秋菊不慌不忙的走到屋中,跪在地上道:“請老夫人和將軍明鑑,晚霞雖然是有讓我幫她端過湯,但是奴婢連那湯盅的蓋子都未曾揭開過,更別說在裏頭下藥了。”
劉氏壓根就不信秋菊的話,在她看來,絕對是沈婉嫉妒,讓這丫頭在那湯盅裏下了藥。
“不是你還能是誰?”劉氏指着秋菊的鼻子質問道。
秋菊苦笑着道:“奴婢也不知啊!而且,那湯盅是晚霞讓我幫她端一下的,奴婢還覺得是她想借刀殺人呢!畢竟,我再傻,也不會傻到,明知道被查出湯盅裏下了藥,最大的嫌疑便是我,還往那湯盅裏下藥。”
宋恆擰着眉,覺得秋菊說的十分在理。她端過湯盅,若是湯裏被下了藥,這第一個懷疑的對象便是她。

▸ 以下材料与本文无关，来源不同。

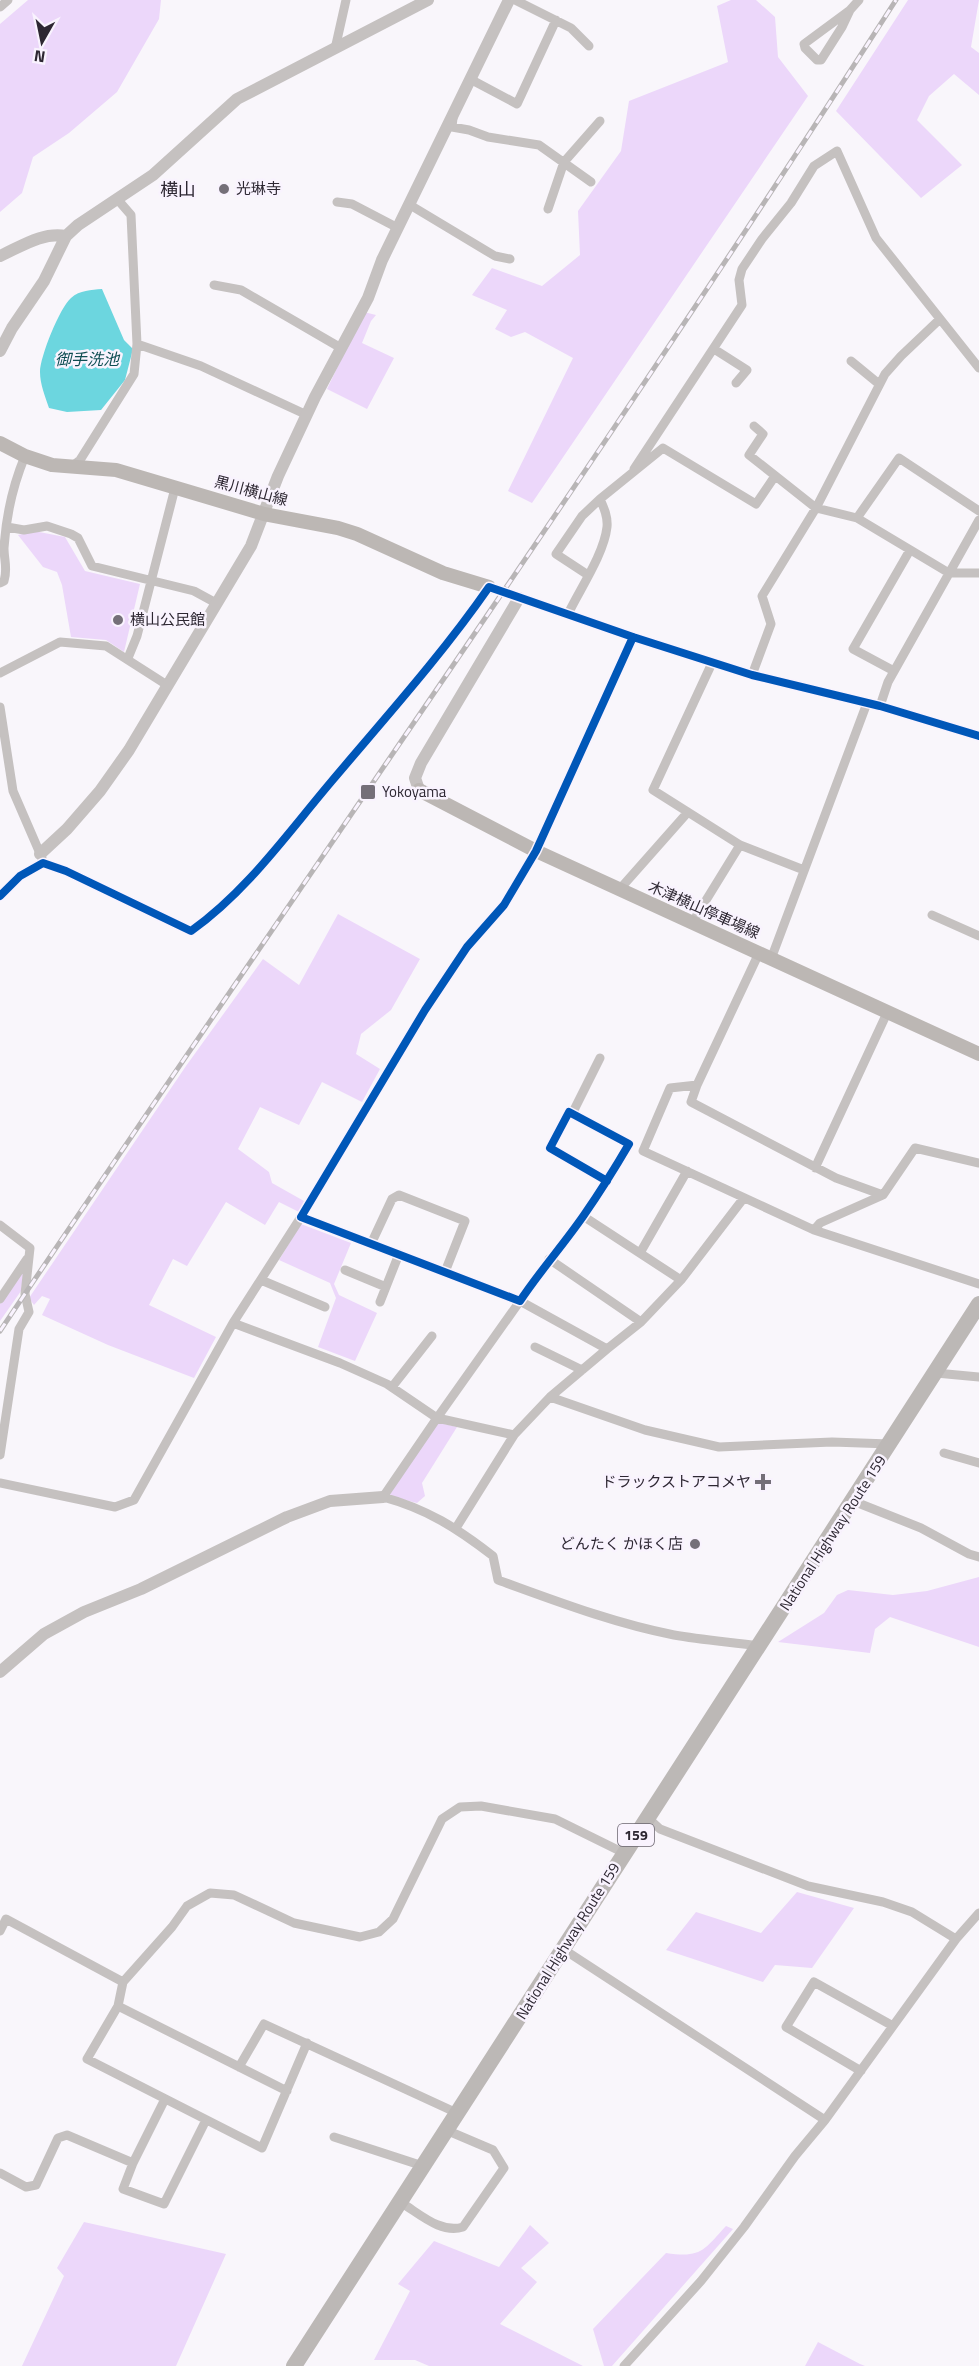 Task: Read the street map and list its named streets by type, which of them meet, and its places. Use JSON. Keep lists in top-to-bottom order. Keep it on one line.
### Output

劉氏身側站着的王嬤嬤,眼珠子轉了轉道:“誰知道,你是不是反其道而行之呢?”
“那你倒是說說,秋菊爲何要害林氏的孩子?”沈婉皮笑肉不笑的看着王嬤嬤問道。
王嬤嬤看了沈婉一眼,垂着頭道:“老奴不敢妄言。”
“呵呵……”沈婉冷笑了兩聲,冷着臉道:“你不敢妄言,讓我來幫你說。你心裏是覺得,因爲我嫉妒林氏有孕,便指使秋菊在湯盅裏下了落胎藥吧!”
“姐姐,當真是你?”林晴雪被露珠和晚霞扶着,披着厚厚的狐皮披風,站在門口,滿眼的不可置信。
“晴雪你不在榻上躺着怎麼下地了?”宋恆站了起來,擰着眉朝林晴雪走了過去。她剛剛小產,怎麼能夠下地呢?
林晴雪被露珠和晚霞扶着進了小廳,紅着眼,看着宋恆道:“我聽說夫君叫了姐姐前來,怕夫君誤會姐姐,便想過來瞧瞧,沒想到……”林晴雪看着沈婉,落下了一行清淚。其實,她就是想來看看這鄉下女人,百口莫辯,被夫君厭棄的場景。
“沒承認,不代表沒有,大夫人你說是這個理兒嗎?”林嬤嬤沉着臉進了屋。
沈婉皺了皺眉,點着頭道:“好像是這個理兒。”反正無依還沒帶着大夫來,她就陪她們耍耍。
“你回去躺着吧啊!我會給你個交代。”宋恆看着林晴雪道。
呵!沈婉在心中冷笑,暗道:“給林晴雪一個交代,怎麼給?處置了我嗎?看來,宋恆也在懷疑我呢!”
“不”林晴雪擡起頭,看着宋恆十分堅持的道:“我想待在這兒,看夫君,查出害死我們孩子的真兇。”
見她這樣,宋恆便扶她到沈婉對面的椅子上坐下,還給她緊了緊身上的披風。
沈婉斜眼看着,宋恆那雙給林晴雪緊披風的手,覺得分外礙眼。
宋恆坐回了主位,看着晚霞道:“那湯盅除了你和秋菊,當真沒有經過別人的手?”
晚霞福了福道:“回將軍府的話,那湯是奴婢守着煲的,除了奴婢,便只經過秋菊的手。”
宋恆沉聲道:“如此說來,你與秋菊的嫌疑最大。”
啥?
屋內的人,除了沈婉和秋菊,都瞪大了眼睛看着宋恆。明明有嫌疑的,就只有秋菊,怎麼晚霞的嫌疑也最大了呢!